In the wee hours of this morning I dreamed about setting up my Blackboard online materials without knowing my new login. This is not cool as it’s now been 6 spring semesters since the last one. I doubt I will ever recover 100% from teaching. The flame on the torch I carried so long wavered, sputtered and went out, but the memories…
I’ve learned a lot about myself as a teacher since I retired and have had the chance to look back on those years from a little distance with more knowledge of myself. When we have to earn a living, and we only have ONE marketable skill (or believe we do), we might tell ourselves we’re passionate about what we’re doing, but what we’re passionate about is having a roof over our heads and food in our mouths. Still, I loved the classroom. I enjoyed reading essays. Business Communication, when it arrived in my life and I got a handle on it, gave me the chance to learn so many skills I wouldn’t have. I learned a lot about my personality from those relentless extraverts.
The biggest thing I taught my students I was not doing myself, and that was knowing my audience. At the end of my career — for the final four or five years — I just knew I didn’t like it any more, but I didn’t know why. I did not know how tuition had gone up, the pressures on my students financially and the pressure from their families. I didn’t understand why parents were suddenly so involved. I didn’t know what was going on in lower levels, elementary and secondary school, how that was changing from something that nurtured independent thought and problem solving to test-based curricula and no recess.
I think I was also tired from teaching so much for so long. I wanted a life of my own, but I had no time or resources. Back then, in the spring of 2014, I wrote;
I don’t know how other people feel when they reach this point of life. Maybe the way I feel is universal. Maybe all teachers teach to the point at which they are no longer effective; for some, I’m sure, this would be two semesters. For me it’s been more than 35 years. I wonder if all retiring (or quitting) teachers feel like a failure, because I definitely do. I can see that — as with my writing — I’ve missed the “zeitgeist” completely and that all around me is taught, and valued, what I regard as complete bullshit. I’ve even reached the point, the moment, that I can say, “I’ve been wrong all along.”
Teaching is really about maintaining society. Writing is really about Introduction, body paragraphs and conclusion. It’s not about the expression of ideas; it’s not about learning the skill that will best serve that task uniquely every single time.
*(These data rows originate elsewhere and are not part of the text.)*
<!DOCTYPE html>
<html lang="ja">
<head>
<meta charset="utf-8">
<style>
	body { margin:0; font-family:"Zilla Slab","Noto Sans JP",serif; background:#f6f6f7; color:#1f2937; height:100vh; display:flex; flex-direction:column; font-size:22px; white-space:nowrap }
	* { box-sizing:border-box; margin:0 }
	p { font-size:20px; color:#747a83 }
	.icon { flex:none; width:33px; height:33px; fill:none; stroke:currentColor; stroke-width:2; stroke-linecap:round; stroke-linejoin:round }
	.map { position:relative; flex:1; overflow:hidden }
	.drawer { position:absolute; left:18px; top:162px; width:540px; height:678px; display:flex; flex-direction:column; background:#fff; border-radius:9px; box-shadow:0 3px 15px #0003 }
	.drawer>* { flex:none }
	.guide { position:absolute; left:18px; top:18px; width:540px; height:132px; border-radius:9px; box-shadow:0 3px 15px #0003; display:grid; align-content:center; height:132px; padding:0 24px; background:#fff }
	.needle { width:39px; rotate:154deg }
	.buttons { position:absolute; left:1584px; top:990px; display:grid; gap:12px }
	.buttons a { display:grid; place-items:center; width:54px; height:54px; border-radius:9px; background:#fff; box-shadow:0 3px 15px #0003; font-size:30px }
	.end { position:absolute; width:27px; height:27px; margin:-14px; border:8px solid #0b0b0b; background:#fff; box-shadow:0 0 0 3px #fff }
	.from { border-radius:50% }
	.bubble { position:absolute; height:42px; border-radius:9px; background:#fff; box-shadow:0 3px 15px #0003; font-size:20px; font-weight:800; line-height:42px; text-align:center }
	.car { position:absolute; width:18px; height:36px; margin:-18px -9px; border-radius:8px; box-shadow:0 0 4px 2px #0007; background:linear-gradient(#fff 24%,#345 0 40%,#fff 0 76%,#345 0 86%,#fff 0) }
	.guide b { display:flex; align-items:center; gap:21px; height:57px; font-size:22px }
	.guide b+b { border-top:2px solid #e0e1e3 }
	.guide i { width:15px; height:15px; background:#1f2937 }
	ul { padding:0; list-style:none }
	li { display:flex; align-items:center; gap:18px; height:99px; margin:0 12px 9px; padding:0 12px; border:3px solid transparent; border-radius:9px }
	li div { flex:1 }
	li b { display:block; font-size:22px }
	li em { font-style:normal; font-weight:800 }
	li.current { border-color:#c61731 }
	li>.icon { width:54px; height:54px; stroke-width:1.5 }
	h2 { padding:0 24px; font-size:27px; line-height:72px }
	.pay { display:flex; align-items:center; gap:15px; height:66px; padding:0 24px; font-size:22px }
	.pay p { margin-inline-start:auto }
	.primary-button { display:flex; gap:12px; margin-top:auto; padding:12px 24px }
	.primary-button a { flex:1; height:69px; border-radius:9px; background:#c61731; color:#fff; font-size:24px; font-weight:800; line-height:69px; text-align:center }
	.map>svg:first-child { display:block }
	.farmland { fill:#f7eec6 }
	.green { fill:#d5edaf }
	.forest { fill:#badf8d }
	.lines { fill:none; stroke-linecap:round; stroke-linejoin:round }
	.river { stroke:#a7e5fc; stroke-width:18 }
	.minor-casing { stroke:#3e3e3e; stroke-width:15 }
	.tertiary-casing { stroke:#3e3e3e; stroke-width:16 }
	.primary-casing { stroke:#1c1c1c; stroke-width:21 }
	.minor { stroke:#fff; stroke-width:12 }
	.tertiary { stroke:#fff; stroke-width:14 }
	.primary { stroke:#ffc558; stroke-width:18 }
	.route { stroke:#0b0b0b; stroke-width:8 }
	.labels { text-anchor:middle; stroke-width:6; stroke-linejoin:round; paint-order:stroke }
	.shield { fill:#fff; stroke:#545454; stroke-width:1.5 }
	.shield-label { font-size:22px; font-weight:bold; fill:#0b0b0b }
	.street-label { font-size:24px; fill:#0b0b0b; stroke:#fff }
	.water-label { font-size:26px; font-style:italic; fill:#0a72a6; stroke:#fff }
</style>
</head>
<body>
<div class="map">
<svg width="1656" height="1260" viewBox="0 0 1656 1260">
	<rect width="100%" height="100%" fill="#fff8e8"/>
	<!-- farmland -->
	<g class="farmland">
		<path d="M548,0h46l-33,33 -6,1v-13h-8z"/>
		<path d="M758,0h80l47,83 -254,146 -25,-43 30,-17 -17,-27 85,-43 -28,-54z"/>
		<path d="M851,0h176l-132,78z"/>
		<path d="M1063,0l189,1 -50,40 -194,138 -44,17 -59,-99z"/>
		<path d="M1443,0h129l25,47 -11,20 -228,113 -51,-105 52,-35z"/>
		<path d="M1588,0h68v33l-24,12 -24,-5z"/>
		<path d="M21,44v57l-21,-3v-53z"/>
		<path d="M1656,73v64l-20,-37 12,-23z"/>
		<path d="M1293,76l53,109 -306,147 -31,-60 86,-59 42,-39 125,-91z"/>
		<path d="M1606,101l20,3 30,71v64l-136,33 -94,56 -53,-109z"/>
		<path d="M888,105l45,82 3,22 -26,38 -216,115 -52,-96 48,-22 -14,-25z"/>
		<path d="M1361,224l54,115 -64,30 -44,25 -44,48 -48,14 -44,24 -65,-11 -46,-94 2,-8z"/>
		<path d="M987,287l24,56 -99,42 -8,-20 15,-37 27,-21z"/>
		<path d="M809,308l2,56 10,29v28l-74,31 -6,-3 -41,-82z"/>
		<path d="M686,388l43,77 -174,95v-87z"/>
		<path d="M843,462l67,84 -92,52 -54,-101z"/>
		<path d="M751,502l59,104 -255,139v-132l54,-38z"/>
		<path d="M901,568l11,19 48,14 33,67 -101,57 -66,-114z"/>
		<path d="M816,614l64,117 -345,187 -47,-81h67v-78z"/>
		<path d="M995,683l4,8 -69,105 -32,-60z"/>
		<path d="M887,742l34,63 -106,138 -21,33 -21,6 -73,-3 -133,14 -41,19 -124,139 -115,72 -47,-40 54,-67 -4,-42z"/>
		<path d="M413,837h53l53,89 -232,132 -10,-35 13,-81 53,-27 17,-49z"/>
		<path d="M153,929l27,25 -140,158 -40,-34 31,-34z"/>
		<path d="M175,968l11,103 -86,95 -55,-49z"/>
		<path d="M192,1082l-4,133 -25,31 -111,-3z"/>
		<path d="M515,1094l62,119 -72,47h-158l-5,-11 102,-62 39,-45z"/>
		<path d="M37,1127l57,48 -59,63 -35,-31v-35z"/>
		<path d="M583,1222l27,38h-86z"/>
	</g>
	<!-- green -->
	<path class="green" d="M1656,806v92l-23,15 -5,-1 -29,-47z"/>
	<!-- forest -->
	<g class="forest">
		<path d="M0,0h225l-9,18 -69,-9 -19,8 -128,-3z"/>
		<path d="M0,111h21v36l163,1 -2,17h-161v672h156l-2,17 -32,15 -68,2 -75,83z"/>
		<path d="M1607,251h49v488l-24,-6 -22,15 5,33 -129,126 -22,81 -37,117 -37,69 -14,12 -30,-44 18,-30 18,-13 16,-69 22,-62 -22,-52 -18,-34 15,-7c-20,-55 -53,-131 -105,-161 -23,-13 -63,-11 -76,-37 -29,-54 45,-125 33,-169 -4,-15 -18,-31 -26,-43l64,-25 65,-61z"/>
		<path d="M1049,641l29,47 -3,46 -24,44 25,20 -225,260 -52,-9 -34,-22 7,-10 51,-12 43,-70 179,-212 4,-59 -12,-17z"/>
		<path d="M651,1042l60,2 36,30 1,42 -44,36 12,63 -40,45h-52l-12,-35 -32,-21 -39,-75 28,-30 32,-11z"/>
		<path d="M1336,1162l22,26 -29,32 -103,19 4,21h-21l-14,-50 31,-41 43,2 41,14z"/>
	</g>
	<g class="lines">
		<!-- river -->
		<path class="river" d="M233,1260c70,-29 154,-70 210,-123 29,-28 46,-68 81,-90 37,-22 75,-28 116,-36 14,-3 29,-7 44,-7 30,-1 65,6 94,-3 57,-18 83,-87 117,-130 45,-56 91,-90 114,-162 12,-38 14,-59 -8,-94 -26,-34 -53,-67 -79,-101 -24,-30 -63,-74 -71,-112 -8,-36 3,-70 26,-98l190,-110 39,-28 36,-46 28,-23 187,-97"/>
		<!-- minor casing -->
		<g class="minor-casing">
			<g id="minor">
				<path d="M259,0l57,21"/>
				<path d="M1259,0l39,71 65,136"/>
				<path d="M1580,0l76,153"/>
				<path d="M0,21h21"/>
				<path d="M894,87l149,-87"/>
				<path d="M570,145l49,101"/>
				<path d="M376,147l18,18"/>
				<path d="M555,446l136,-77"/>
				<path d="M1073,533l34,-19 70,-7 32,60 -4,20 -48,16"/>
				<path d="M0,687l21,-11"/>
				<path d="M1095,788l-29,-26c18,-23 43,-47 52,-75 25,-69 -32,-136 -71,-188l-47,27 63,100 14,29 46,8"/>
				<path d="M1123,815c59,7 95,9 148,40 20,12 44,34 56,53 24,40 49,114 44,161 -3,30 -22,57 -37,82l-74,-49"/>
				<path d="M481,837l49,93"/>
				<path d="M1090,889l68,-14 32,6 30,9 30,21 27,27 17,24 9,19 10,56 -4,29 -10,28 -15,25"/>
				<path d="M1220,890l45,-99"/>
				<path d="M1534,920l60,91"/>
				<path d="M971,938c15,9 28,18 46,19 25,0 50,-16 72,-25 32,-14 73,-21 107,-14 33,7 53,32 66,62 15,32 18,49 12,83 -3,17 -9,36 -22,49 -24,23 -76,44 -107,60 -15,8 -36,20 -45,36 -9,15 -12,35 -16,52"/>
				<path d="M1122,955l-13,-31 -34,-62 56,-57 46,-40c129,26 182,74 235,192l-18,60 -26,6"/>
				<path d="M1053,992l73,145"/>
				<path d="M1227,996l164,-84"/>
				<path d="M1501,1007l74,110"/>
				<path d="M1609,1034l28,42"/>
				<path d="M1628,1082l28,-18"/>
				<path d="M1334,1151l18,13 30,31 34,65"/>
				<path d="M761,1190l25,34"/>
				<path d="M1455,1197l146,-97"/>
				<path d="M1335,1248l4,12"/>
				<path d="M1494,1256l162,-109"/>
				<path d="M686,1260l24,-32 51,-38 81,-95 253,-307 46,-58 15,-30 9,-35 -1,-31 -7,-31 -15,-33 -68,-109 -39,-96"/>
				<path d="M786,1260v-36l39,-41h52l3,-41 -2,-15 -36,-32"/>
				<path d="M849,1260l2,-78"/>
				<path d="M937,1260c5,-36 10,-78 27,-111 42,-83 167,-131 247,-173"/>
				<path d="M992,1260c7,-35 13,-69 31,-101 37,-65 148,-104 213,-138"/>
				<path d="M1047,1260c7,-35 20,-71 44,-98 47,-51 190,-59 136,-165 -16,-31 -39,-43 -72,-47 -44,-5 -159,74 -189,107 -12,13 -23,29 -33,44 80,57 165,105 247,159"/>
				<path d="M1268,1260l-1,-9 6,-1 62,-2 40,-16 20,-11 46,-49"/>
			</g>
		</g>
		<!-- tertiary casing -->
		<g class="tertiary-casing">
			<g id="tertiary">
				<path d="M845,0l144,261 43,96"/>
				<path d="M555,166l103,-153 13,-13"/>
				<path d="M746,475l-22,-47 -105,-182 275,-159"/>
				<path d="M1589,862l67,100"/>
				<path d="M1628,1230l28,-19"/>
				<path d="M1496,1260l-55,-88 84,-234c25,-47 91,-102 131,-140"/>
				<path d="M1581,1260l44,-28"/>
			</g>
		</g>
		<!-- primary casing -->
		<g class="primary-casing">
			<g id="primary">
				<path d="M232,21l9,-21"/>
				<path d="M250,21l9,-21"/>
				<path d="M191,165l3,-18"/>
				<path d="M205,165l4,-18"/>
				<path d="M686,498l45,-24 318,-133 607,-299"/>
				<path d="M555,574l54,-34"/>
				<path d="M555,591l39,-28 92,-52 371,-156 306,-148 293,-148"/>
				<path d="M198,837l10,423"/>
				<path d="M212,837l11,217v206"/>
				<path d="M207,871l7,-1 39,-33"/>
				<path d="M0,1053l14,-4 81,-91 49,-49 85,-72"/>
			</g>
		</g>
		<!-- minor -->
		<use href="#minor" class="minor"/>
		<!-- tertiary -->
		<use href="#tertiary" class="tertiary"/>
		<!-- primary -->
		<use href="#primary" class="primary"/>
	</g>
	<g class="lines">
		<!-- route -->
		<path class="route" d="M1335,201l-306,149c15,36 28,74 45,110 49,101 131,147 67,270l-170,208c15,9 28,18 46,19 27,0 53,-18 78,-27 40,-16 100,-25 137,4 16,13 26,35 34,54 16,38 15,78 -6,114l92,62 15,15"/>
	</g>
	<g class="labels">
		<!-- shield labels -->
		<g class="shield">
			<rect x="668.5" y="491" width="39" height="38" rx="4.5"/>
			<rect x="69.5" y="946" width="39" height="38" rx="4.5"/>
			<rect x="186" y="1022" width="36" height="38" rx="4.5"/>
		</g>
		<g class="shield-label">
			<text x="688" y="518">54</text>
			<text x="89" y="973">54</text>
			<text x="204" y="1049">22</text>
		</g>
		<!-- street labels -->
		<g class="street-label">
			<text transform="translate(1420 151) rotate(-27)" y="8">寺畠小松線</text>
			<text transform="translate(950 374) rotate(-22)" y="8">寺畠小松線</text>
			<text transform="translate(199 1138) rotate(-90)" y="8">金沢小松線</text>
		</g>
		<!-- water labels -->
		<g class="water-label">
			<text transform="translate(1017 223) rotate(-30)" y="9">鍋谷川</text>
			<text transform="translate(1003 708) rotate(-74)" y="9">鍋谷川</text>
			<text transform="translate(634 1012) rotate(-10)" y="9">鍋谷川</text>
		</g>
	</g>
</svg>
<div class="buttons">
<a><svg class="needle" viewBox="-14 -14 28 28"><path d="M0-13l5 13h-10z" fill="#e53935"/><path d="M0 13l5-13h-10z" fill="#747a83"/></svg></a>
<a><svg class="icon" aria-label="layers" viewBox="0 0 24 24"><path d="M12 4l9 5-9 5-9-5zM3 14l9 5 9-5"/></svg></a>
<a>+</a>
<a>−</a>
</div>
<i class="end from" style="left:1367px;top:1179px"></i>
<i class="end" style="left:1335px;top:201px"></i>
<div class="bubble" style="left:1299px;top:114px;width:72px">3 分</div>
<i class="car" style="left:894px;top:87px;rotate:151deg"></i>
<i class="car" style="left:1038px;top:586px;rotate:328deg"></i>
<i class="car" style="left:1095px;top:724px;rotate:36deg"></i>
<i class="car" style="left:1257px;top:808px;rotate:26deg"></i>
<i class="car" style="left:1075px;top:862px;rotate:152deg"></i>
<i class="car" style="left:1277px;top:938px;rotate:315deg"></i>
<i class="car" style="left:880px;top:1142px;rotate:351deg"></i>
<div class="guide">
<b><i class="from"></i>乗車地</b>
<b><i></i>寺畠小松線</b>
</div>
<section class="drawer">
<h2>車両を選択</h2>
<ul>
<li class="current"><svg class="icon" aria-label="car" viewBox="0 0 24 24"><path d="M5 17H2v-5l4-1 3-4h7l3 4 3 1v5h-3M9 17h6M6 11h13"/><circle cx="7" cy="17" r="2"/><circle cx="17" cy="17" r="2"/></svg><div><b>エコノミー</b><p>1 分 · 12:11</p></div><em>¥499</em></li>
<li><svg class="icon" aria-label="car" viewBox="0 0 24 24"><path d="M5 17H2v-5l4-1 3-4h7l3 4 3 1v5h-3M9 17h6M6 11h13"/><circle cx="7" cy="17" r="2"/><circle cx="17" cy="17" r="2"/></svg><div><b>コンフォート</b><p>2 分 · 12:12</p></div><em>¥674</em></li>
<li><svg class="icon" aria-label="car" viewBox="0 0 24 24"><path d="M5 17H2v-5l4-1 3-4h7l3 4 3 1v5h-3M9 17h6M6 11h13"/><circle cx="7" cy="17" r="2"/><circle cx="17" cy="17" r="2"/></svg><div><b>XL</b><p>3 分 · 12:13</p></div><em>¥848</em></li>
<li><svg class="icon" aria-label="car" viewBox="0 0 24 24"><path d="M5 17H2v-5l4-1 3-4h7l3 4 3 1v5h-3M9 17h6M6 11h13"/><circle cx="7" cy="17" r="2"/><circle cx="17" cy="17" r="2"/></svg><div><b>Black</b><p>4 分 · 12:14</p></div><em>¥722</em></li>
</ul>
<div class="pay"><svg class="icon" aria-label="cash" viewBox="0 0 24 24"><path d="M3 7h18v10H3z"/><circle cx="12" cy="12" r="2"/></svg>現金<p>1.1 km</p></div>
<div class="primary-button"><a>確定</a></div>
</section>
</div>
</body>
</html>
It’s not about patience and discipline and the joy of discovering a thought. Helpful criticism given to students garners furious emails; students furious at themselves, students furious at me, bosses upset that I was not more “supportive” (what is not supportive about “let me know if you want to talk this over. I’ll let you revise it”?).
I was aware how my attitude had changed, and I wrote about that, too. By the time I retired, writing textbooks were formulaic and teachers’ editions had directions as piss-ass and nit-picky as, “Now tell your students to pick up their pens…”
I now not only cringe when my students say, “But what about my body paragraphs?” I get actively infuriated. “What IF it’s not body paragraphs? What IF it’s something important you have to say?” It is not about that for them. It is about body paragraphs. They are so bonded to the five paragraph essay that they will write them even if the entire essay is 10 pages long… Five long ass meaningless meandering paragraphs. Who taught them this? Who taught them this way? I no longer understand the people I work with and I am pretty sure I don’t share their values.
The scariest and most prescient thing I find in this old blog entry is this:
“I think the world today — in my life time — has undergone or is undergoing a revolution as cataclysmic as any in human history. We might not look at it (I don’t look at it) but people and/or their souls are dying all over the world all the time for the progress of this vague dark thing that is the future.”